Under the updated mechanism, China will adjust domestic prices of refined oil products when international crude prices translate into a change of more than 50 yuan ($7.6) per ton for gasoline and diesel for a period of 10 working days, but will not do so if the international prices go below $40 or above $130 per barrel.
Thus far, the mechanism has ensured the orderly supply of oil products and boosted market competition, as well as promoting transparency, the National Development and Reform Commission (NDRC) said in a statement posted on its website Wednesday.
However, global crude prices have fallen heavily since the second half of 2014, down from an average of $110 per barrel to below $40 per barrel, and this trend poses a threat to the sound development of China's oil industry over the long term and will also hinder the development of the new-energy and renewable energy sectors, the NDRC said.
Protection
"Low oil prices will encourage people to consume more refined oil products," Lin Boqiang, director of the China Center for Energy Economics Research at Xiamen University, told the Global Times Wednesday.
Lin said that low oil prices could potentially undermine the government's efforts to combat severe air pollution, which is rampant in a number of Chinese cities.
Lin noted that the government has been considering setting a floor price since a period of particularly heavy smog in December 2015.
China is the world's second-biggest oil consumer by volume and has been stocking up on reserves amid the low global oil prices.
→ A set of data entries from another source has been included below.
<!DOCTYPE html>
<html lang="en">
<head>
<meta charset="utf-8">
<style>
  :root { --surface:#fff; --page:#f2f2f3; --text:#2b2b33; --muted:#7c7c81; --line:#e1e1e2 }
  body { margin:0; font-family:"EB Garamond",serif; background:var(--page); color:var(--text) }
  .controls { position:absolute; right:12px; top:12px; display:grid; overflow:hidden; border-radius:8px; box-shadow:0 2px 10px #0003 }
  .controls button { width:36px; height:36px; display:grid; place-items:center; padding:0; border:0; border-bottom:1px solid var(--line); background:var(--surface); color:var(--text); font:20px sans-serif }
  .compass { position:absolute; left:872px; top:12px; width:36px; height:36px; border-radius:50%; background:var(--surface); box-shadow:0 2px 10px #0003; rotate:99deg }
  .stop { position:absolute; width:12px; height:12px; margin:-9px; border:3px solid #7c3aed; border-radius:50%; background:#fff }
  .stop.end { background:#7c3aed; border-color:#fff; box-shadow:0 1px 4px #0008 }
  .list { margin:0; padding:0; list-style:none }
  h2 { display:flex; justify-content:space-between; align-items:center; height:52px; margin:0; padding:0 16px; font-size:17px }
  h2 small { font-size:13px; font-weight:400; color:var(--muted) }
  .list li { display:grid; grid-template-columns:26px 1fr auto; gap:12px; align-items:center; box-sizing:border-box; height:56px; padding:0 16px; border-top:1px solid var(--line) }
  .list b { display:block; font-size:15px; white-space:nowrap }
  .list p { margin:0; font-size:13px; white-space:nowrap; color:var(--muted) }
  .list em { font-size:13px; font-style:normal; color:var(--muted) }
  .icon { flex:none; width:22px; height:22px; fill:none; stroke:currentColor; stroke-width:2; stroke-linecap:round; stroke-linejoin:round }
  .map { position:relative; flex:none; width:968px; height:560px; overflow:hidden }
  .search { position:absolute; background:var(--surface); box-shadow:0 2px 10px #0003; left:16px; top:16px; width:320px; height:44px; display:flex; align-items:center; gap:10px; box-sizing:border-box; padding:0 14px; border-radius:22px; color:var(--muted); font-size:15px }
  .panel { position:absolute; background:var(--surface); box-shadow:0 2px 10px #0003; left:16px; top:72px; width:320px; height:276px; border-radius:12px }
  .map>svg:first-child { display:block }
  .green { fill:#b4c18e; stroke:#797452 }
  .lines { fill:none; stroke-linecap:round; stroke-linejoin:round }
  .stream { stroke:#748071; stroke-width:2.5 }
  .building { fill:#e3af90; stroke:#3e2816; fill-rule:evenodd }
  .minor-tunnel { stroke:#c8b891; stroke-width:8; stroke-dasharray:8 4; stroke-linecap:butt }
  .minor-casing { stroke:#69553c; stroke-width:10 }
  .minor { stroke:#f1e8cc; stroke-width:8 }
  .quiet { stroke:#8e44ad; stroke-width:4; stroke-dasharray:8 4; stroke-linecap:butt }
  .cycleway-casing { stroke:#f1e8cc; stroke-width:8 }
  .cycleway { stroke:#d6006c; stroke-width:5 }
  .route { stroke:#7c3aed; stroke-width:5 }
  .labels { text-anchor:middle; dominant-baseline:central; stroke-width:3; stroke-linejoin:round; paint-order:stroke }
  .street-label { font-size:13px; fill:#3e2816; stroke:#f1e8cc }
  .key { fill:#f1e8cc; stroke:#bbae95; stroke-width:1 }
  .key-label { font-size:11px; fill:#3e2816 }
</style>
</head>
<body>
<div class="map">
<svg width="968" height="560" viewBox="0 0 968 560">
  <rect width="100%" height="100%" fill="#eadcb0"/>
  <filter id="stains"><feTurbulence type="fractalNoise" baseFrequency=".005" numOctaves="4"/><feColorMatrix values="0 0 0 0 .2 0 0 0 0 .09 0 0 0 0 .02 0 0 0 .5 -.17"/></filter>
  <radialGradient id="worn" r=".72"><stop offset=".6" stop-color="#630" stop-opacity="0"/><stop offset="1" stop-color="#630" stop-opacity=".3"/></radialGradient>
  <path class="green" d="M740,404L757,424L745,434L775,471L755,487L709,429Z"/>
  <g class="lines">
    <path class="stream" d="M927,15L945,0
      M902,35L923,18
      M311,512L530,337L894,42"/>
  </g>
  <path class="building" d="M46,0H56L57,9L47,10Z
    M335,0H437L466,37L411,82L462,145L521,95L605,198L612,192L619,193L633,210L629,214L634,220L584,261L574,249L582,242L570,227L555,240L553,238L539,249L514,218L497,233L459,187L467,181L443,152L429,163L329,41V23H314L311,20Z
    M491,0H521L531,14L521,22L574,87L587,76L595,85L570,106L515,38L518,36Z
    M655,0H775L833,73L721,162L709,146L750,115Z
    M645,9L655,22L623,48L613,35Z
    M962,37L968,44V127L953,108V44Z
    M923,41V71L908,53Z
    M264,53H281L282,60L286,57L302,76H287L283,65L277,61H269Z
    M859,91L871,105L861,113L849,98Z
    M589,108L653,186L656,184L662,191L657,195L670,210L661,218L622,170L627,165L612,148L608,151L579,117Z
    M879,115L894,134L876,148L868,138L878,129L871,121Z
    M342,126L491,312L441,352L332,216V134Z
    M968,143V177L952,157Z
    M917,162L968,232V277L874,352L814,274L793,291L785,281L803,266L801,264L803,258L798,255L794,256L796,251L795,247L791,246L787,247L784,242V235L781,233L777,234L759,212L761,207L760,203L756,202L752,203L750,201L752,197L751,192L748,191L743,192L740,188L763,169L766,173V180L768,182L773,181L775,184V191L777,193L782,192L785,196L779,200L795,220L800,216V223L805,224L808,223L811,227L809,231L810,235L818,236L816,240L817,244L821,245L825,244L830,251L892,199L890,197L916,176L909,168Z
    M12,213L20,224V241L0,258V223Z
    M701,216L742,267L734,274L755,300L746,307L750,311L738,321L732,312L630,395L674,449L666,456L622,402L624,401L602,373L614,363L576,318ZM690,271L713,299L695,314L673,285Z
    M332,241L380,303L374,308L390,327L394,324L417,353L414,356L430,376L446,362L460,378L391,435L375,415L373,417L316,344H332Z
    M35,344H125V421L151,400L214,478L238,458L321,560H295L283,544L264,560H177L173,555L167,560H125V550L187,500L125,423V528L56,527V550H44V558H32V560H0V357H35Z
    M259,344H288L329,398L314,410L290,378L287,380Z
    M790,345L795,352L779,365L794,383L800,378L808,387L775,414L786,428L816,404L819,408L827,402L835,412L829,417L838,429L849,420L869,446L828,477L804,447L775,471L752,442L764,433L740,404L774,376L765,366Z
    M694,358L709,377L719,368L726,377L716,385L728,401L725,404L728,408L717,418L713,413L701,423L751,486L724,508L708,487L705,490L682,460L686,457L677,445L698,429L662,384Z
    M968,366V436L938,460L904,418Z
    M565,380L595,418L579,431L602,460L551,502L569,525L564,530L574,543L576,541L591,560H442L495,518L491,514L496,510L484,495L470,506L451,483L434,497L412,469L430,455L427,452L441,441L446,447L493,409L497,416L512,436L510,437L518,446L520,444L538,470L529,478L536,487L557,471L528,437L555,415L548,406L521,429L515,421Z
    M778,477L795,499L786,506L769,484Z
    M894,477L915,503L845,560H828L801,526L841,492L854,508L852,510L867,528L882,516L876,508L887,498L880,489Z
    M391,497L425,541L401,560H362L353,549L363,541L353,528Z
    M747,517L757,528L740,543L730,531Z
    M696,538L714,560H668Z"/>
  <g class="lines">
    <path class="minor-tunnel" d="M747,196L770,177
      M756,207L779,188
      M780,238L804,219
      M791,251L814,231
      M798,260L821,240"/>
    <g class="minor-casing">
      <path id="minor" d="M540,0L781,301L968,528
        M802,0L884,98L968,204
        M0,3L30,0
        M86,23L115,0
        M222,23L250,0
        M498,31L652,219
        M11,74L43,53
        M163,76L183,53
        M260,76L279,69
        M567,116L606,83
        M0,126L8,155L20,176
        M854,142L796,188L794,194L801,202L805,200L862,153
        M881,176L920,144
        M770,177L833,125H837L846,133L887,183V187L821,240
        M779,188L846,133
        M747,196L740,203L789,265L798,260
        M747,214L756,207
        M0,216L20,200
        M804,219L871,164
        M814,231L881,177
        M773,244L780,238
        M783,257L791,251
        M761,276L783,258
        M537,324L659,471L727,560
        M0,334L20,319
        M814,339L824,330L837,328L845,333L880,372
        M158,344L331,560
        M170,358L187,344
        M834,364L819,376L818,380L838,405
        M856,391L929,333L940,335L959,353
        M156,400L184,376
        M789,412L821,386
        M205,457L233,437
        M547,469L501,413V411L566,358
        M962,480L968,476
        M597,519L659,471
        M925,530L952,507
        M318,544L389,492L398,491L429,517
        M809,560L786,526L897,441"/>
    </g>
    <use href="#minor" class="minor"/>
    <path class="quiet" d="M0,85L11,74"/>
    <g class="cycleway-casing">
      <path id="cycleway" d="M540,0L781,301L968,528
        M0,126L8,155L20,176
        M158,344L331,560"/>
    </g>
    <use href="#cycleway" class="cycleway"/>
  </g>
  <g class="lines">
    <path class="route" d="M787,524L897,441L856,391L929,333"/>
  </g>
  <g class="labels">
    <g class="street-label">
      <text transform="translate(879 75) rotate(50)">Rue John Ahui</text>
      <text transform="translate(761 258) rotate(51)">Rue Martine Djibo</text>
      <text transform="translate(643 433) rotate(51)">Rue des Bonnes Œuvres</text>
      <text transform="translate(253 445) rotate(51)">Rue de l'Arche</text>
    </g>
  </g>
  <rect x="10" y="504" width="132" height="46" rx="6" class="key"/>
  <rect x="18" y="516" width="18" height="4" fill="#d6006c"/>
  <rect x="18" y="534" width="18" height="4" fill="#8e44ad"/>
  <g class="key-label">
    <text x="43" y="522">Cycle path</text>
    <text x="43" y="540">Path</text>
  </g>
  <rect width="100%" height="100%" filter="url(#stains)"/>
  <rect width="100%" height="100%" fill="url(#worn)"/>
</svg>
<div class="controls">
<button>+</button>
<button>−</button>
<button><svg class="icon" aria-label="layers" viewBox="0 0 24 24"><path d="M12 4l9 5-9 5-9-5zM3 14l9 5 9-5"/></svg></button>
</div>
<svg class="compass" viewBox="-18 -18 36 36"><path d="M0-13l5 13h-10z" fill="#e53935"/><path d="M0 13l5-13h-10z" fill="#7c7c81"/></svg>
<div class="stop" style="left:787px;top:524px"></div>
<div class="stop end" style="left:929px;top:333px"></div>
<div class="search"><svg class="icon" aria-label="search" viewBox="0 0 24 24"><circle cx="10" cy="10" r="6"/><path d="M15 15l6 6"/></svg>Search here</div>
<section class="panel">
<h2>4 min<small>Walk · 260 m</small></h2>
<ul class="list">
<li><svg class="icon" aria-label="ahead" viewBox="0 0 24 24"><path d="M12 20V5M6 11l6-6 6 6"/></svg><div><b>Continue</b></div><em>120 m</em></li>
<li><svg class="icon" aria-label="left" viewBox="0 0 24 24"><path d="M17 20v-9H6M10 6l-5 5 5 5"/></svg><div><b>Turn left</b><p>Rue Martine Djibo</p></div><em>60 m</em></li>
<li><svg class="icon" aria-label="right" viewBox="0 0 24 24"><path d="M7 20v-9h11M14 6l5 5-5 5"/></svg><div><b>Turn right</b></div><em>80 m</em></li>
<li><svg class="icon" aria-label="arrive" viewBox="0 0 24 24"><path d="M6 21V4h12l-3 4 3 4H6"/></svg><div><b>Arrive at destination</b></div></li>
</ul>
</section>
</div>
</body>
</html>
It is also a major producer of the resource.
The NDRC said in its statement that $40 per barrel is the average cost of crude production for major international oil companies, but Chinese oil production costs are higher than the global average due to natural conditions.
"The floor price could be a positive move that could prevent Chinese oil companies from being affected by continuously declining crude oil prices," Li Li, research director at Shanghai-based consulting firm ICIS China, told the Global Times Wednesday.
"Considering the current lackluster domestic demand and slowing economy, the move can protect the profitability of the domestic oil industry," Li said.
Imports account for about 60 percent of China's oil consumption, and there is a growing concern about national energy security as a result, according to media reports.
New cut
Also on Wednesday, the NDRC announced a cut in retail prices for gasoline and diesel from Thursday, in line with a slide in global crude prices.
Gasoline prices will drop by 140 yuan per ton, while diesel prices will be cut by 135 yuan per ton.
Before the cut, the NDRC had suspended price adjustments of domestic refined oil products twice in December, as it was working on improving the oil pricing mechanism.
The NDRC also said that the pricing mechanism will also be simplified and that any information related to price changes will be posted on its website.
In 2015, China imported a record 335.5 million tons of crude oil, up 8.8 percent year-on-year, data from the General Administration of Customs (GAC) showed on Wednesday.
Meanwhile, the bearish outlook for oil remains, with one forecast released by the US Energy Information Administration on Tuesday saying that the global oil glut will only be eased in the third quarter of 2017.
Li noted that the potential price gap that could be created by the new floor price in China may create room for oil smuggling, particularly if global oil prices keep falling.